If Americans want lower food and energy prices, they should support and thank Zelensky and berate Trump

Ukraine Presidency

 In a now globally infamous episode, Donald Trump and J.D. Vance berated Ukrainian President Volodymyr Zelensky in his recent White House visit for not expressing enough gratitude for the United States’ support of Ukraine’s efforts to repel Russia’s unwarranted and arguably genocidal invasion of its sovereign territory.

Global ire toward Trump aside, we have to recognize the bad faith and lack of care for Americans’ interests and pocket books in this notorious tantrum that resulted in Trump kicking Zelensky out of the White House.

Trump promised during his campaign to address inflation and lower costs for Americans, particularly food and energy costs. Yet if he really wished to honor this promise, he would be advocating for swift and substantial support for Ukraine and playing hardball with Russian President Vladimir Putin, instead of swooning in his autocratic bro-mance with him.

Let’s think about it.  Putin’s invasion of the Ukraine is and has been a key cause of rising oil and gas prices, of energy costs overall, and thus of the surging prices for all goods and services. Most things we buy–groceries, clothing, etc–have to be transported via boat, plane, or truck, so rising fuel prices make the cost of just about everything rise.

Ukraine, and Russia for that matter, provide large amounts of grain to the world food supply. The Russian occupation of Odessa, a major Ukrainian port on the Black Sea, left tens of millions of tons of grain unshipped and on the verge of rotting in 2022, with future harvests and shipments threatened as well. This blockage was a major cause of food shortages and swiftly rising food prices. To date, Russia continues to target Ukraine’s grain infrastructure, thus threatening the global food supply and spurring inflation.

And the cause? Let’s be clear: A monomaniacal dictator believed he had the right to violently and murderously invade a sovereign nation for his own selfish purposes, displacing millions, destroying lives and infrastructure, and disrupting and threatening the lives and livelihoods of hundreds of millions around the globe.

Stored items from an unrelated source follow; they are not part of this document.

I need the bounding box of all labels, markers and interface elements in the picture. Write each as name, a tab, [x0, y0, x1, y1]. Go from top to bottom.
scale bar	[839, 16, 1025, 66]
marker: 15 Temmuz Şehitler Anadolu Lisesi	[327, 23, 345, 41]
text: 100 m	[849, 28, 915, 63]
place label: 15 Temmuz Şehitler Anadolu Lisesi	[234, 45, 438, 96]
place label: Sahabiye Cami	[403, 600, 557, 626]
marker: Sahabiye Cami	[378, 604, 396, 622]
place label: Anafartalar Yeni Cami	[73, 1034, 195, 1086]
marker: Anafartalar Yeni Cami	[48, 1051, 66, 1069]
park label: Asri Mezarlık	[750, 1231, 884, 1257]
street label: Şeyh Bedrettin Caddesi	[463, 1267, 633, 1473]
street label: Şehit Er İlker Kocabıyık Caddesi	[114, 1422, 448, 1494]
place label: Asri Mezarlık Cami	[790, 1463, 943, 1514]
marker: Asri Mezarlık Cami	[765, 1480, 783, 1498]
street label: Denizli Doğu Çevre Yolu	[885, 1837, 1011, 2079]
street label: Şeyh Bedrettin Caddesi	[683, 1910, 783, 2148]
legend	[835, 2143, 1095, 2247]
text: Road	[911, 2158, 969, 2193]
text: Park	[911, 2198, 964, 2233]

Imagine you woke up one day to find you had no food or energy, or your home had been bombed, you couldn’t walk safely in the streets you weren’t sure how you would eat or feed your family, or you had to evacuate to another country, leaving your whole life you had built behind.

Such is life with autocratic rule around the globe. One person’s petty and selfish desires can destroy and determine people’s lives.

And this isn’t just a fight for Ukrainians. Putin is happy to disrupt global food and energy supplies, portending mass famines across the globe as he seeks to blackmail global leaders to accede to his demands.

The fight for Ukraine and to open Odessa is the fight for global democracy, and—frankly—it’s the fight against inflation.

Global democracy creates the stable relationships and economic cooperation necessary to support the needs of the global population and generate political stability so we are not subject to the political and economic disruptions—which are deadly, inimical to human life—of one man’s idiosyncratic whims.

And yet we hear how inflation worries caused Americans to vote for autocracy, for Republican control of Congress, which we can see will mean less rights, less ability to vote and have a say in the political process, and less economic democracy, given Republicans have shown no tendency or desire to pass legislation to serve working-class and middle-class Americans.

During World War II, Americans endured rationing and made sacrifices for both the national and global good—for global democracy.

If we want to end inflation, we have to recognize how this dynamic is bound up in assaults on democracy around the globe and at home.